#### Directions for this task
What the response needs is every record, repeated verbatim, and no images.

#### Supplied information
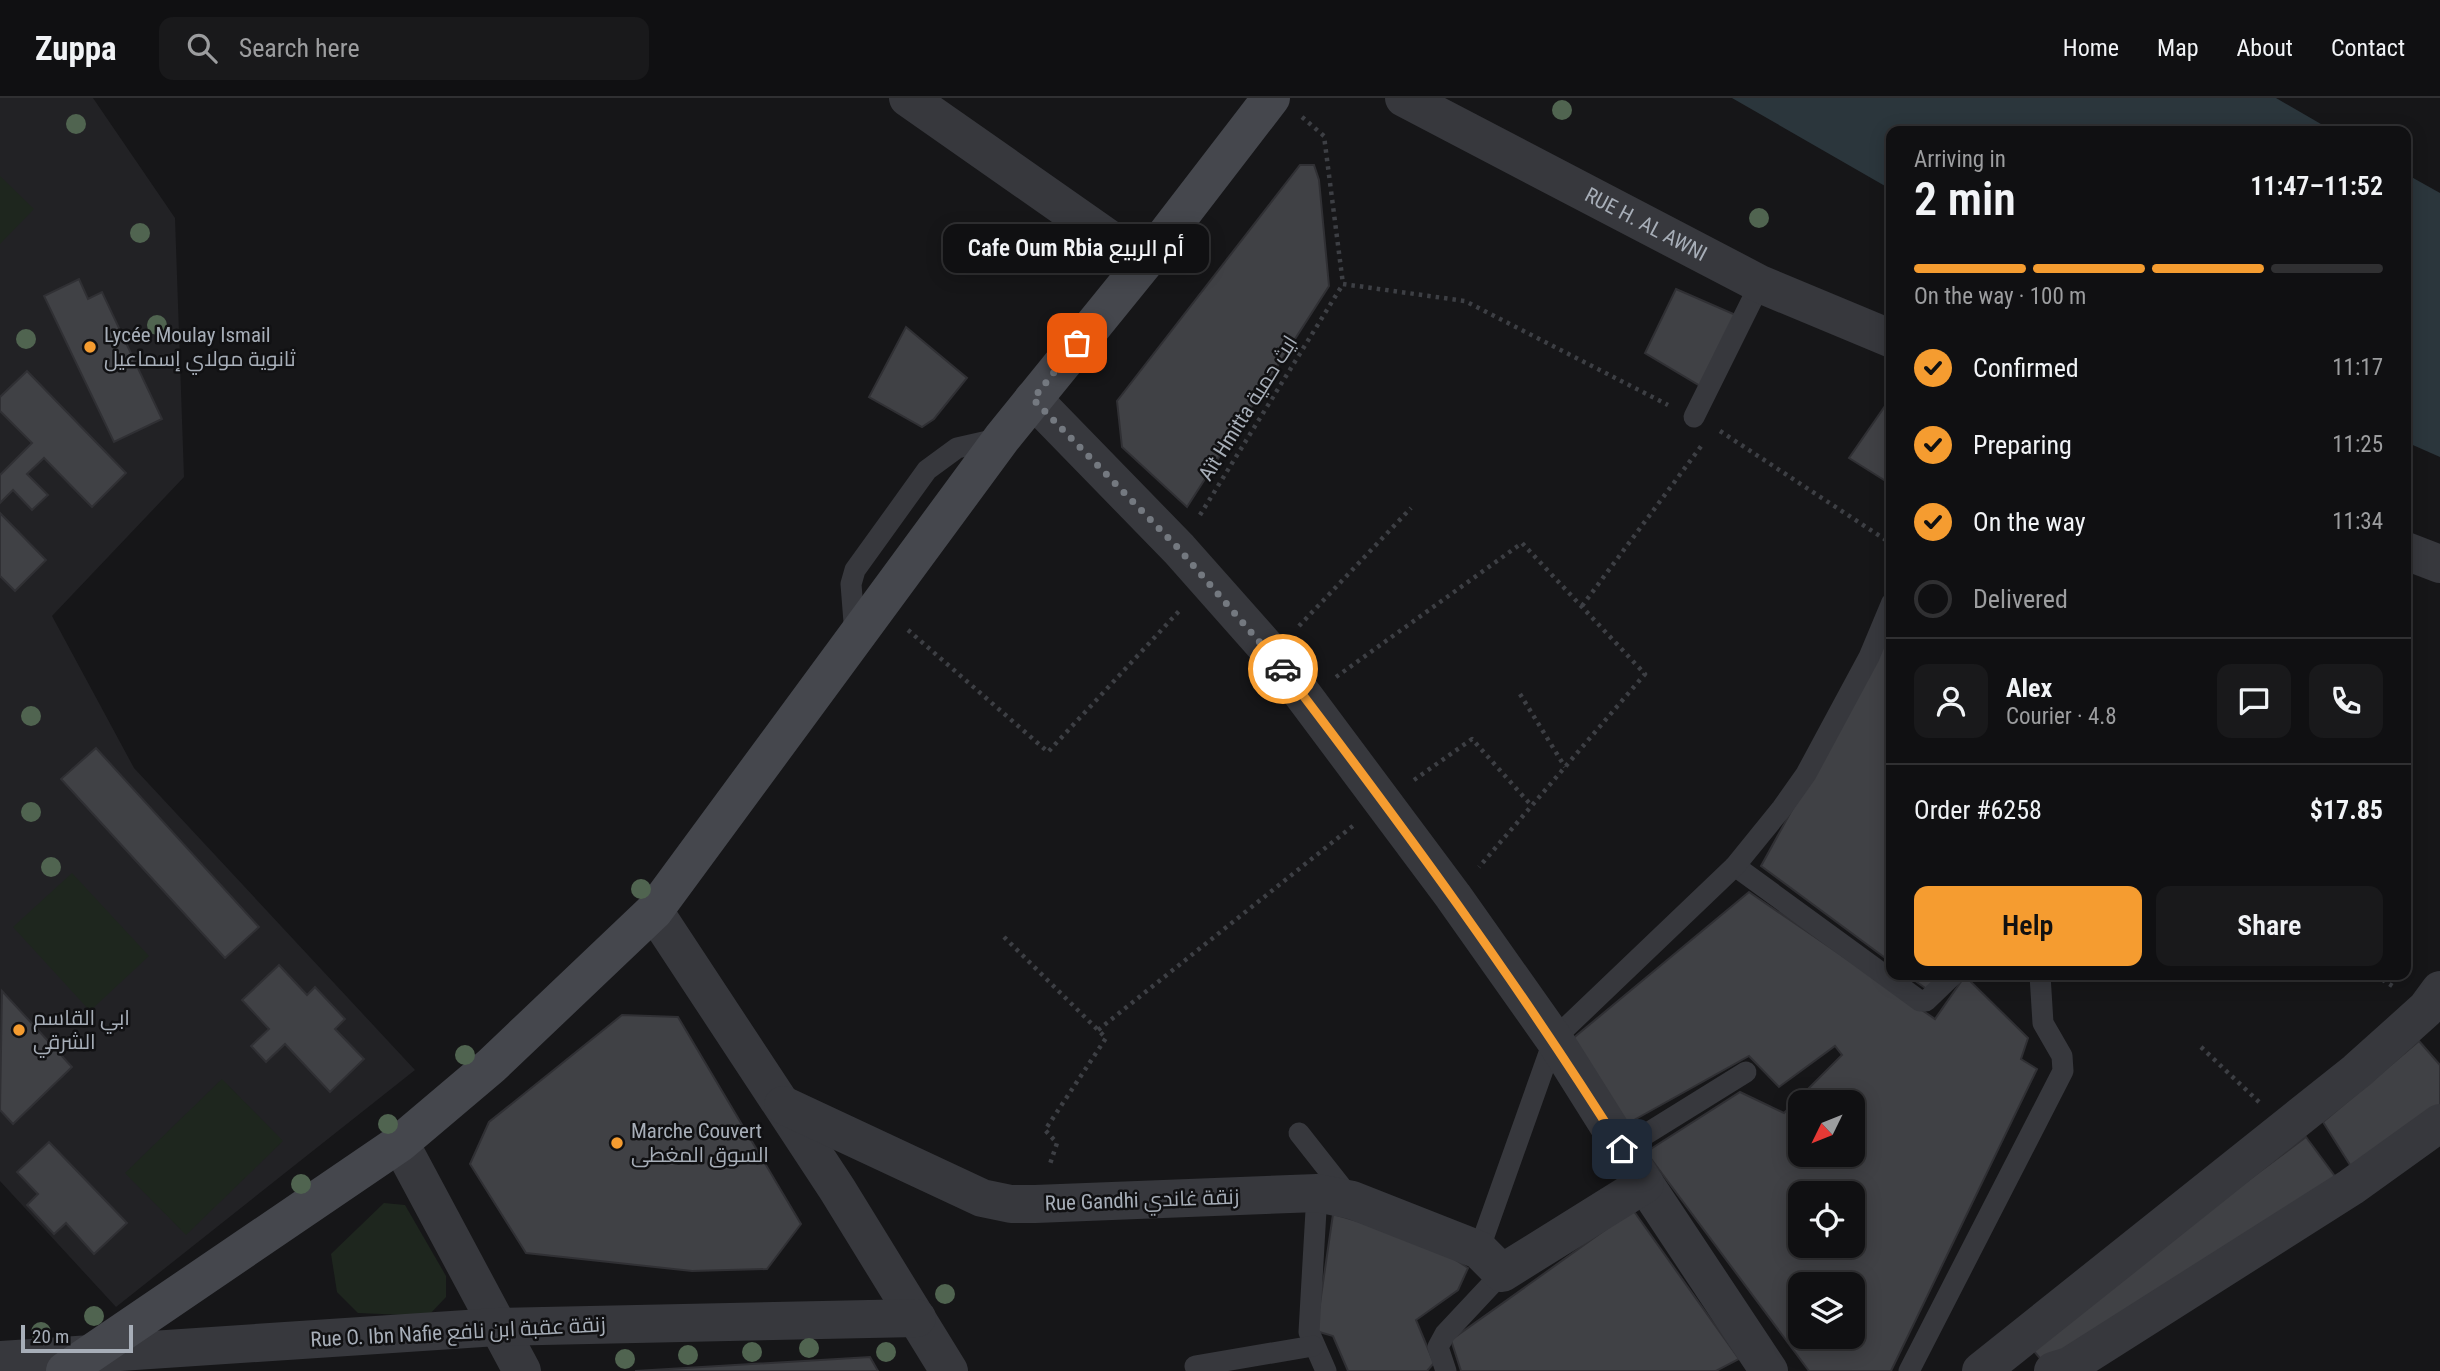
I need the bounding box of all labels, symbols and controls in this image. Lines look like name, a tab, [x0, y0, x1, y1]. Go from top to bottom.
search box	[159, 17, 649, 80]
text: Zuppa	[35, 29, 117, 68]
icon: search	[183, 29, 221, 67]
text: Search here	[239, 33, 360, 63]
text: Home	[2063, 34, 2119, 62]
text: Map	[2157, 34, 2199, 62]
text: About	[2237, 34, 2293, 62]
text: Contact	[2331, 34, 2405, 62]
text: Arriving in	[1914, 146, 2006, 173]
text: 11:47–11:52	[2250, 171, 2383, 201]
text: 2 min	[1914, 172, 2016, 226]
street label: RUE H. AL AWNI	[1581, 183, 1711, 266]
callout: Cafe Oum Rbia أم الربيع	[944, 224, 1210, 273]
text: Cafe Oum Rbia أم الربيع	[968, 235, 1184, 262]
text: On the way · 100 m	[1914, 283, 2086, 310]
pin	[1047, 313, 1107, 373]
place label: Lycée Moulay Ismail ثانوية مولاي إسماعيل	[104, 323, 296, 375]
icon: bag	[1058, 324, 1096, 362]
street label: Aït Hmitta ايث حمية	[1194, 331, 1302, 485]
marker: Lycée Moulay Ismail ثانوية مولاي إسماعيل	[82, 339, 98, 355]
icon: check	[1914, 349, 1952, 387]
text: Confirmed	[1973, 353, 2079, 383]
text: 11:17	[2332, 354, 2383, 381]
icon: check	[1914, 426, 1952, 464]
text: Preparing	[1973, 430, 2072, 460]
text: 11:25	[2332, 431, 2383, 458]
icon: check	[1914, 503, 1952, 541]
text: On the way	[1973, 507, 2086, 537]
text: 11:34	[2332, 508, 2383, 535]
text: Delivered	[1973, 584, 2068, 614]
courier	[1248, 634, 1318, 704]
icon: car	[1264, 650, 1302, 688]
button: person	[1914, 664, 1988, 738]
button: chat	[2217, 664, 2291, 738]
button: phone	[2309, 664, 2383, 738]
text: Alex	[2006, 673, 2052, 703]
text: Courier · 4.8	[2006, 703, 2117, 730]
text: Order #6258	[1914, 795, 2042, 825]
text: $17.85	[2310, 795, 2383, 825]
button: Help	[1914, 886, 2142, 966]
button: Share	[2156, 886, 2383, 966]
place label: ابي القاسم الشرقي	[33, 1006, 130, 1058]
marker: ابي القاسم الشرقي	[11, 1022, 27, 1038]
north arrow	[1788, 1090, 1866, 1167]
map controls	[1788, 1090, 1865, 1349]
place label: Marche Couvert السوق المغطى	[631, 1119, 769, 1168]
pin	[1592, 1119, 1652, 1179]
icon: home	[1603, 1130, 1641, 1168]
marker: Marche Couvert السوق المغطى	[609, 1135, 625, 1151]
button: locate	[1788, 1181, 1865, 1258]
street label: Rue Gandhi زنقة غاندي	[1044, 1185, 1240, 1219]
button: layers	[1788, 1272, 1865, 1349]
street label: Rue O. Ibn Nafie زنقة عقبة ابن نافع	[310, 1312, 606, 1354]
scale bar	[21, 1322, 133, 1354]
text: 20 m	[32, 1325, 69, 1348]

#### Output of the exercise
I need the bounding box of all labels, symbols and controls in this image. Lines look like name, a tab, [x0, y0, x1, y1]. Go from top to bottom.
search box	[159, 17, 649, 80]
text: Zuppa	[35, 29, 117, 68]
icon: search	[183, 29, 221, 67]
text: Search here	[239, 33, 360, 63]
text: Home	[2063, 34, 2119, 62]
text: Map	[2157, 34, 2199, 62]
text: About	[2237, 34, 2293, 62]
text: Contact	[2331, 34, 2405, 62]
text: Arriving in	[1914, 146, 2006, 173]
text: 11:47–11:52	[2250, 171, 2383, 201]
text: 2 min	[1914, 172, 2016, 226]
street label: RUE H. AL AWNI	[1581, 183, 1711, 266]
callout: Cafe Oum Rbia أم الربيع	[944, 224, 1210, 273]
text: Cafe Oum Rbia أم الربيع	[968, 235, 1184, 262]
text: On the way · 100 m	[1914, 283, 2086, 310]
pin	[1047, 313, 1107, 373]
place label: Lycée Moulay Ismail ثانوية مولاي إسماعيل	[104, 323, 296, 375]
icon: bag	[1058, 324, 1096, 362]
street label: Aït Hmitta ايث حمية	[1194, 331, 1302, 485]
marker: Lycée Moulay Ismail ثانوية مولاي إسماعيل	[82, 339, 98, 355]
icon: check	[1914, 349, 1952, 387]
text: Confirmed	[1973, 353, 2079, 383]
text: 11:17	[2332, 354, 2383, 381]
icon: check	[1914, 426, 1952, 464]
text: Preparing	[1973, 430, 2072, 460]
text: 11:25	[2332, 431, 2383, 458]
icon: check	[1914, 503, 1952, 541]
text: On the way	[1973, 507, 2086, 537]
text: 11:34	[2332, 508, 2383, 535]
text: Delivered	[1973, 584, 2068, 614]
courier	[1248, 634, 1318, 704]
icon: car	[1264, 650, 1302, 688]
button: person	[1914, 664, 1988, 738]
button: chat	[2217, 664, 2291, 738]
button: phone	[2309, 664, 2383, 738]
text: Alex	[2006, 673, 2052, 703]
text: Courier · 4.8	[2006, 703, 2117, 730]
text: Order #6258	[1914, 795, 2042, 825]
text: $17.85	[2310, 795, 2383, 825]
button: Help	[1914, 886, 2142, 966]
button: Share	[2156, 886, 2383, 966]
place label: ابي القاسم الشرقي	[33, 1006, 130, 1058]
marker: ابي القاسم الشرقي	[11, 1022, 27, 1038]
north arrow	[1788, 1090, 1866, 1167]
map controls	[1788, 1090, 1865, 1349]
place label: Marche Couvert السوق المغطى	[631, 1119, 769, 1168]
pin	[1592, 1119, 1652, 1179]
icon: home	[1603, 1130, 1641, 1168]
marker: Marche Couvert السوق المغطى	[609, 1135, 625, 1151]
button: locate	[1788, 1181, 1865, 1258]
street label: Rue Gandhi زنقة غاندي	[1044, 1185, 1240, 1219]
button: layers	[1788, 1272, 1865, 1349]
street label: Rue O. Ibn Nafie زنقة عقبة ابن نافع	[310, 1312, 606, 1354]
scale bar	[21, 1322, 133, 1354]
text: 20 m	[32, 1325, 69, 1348]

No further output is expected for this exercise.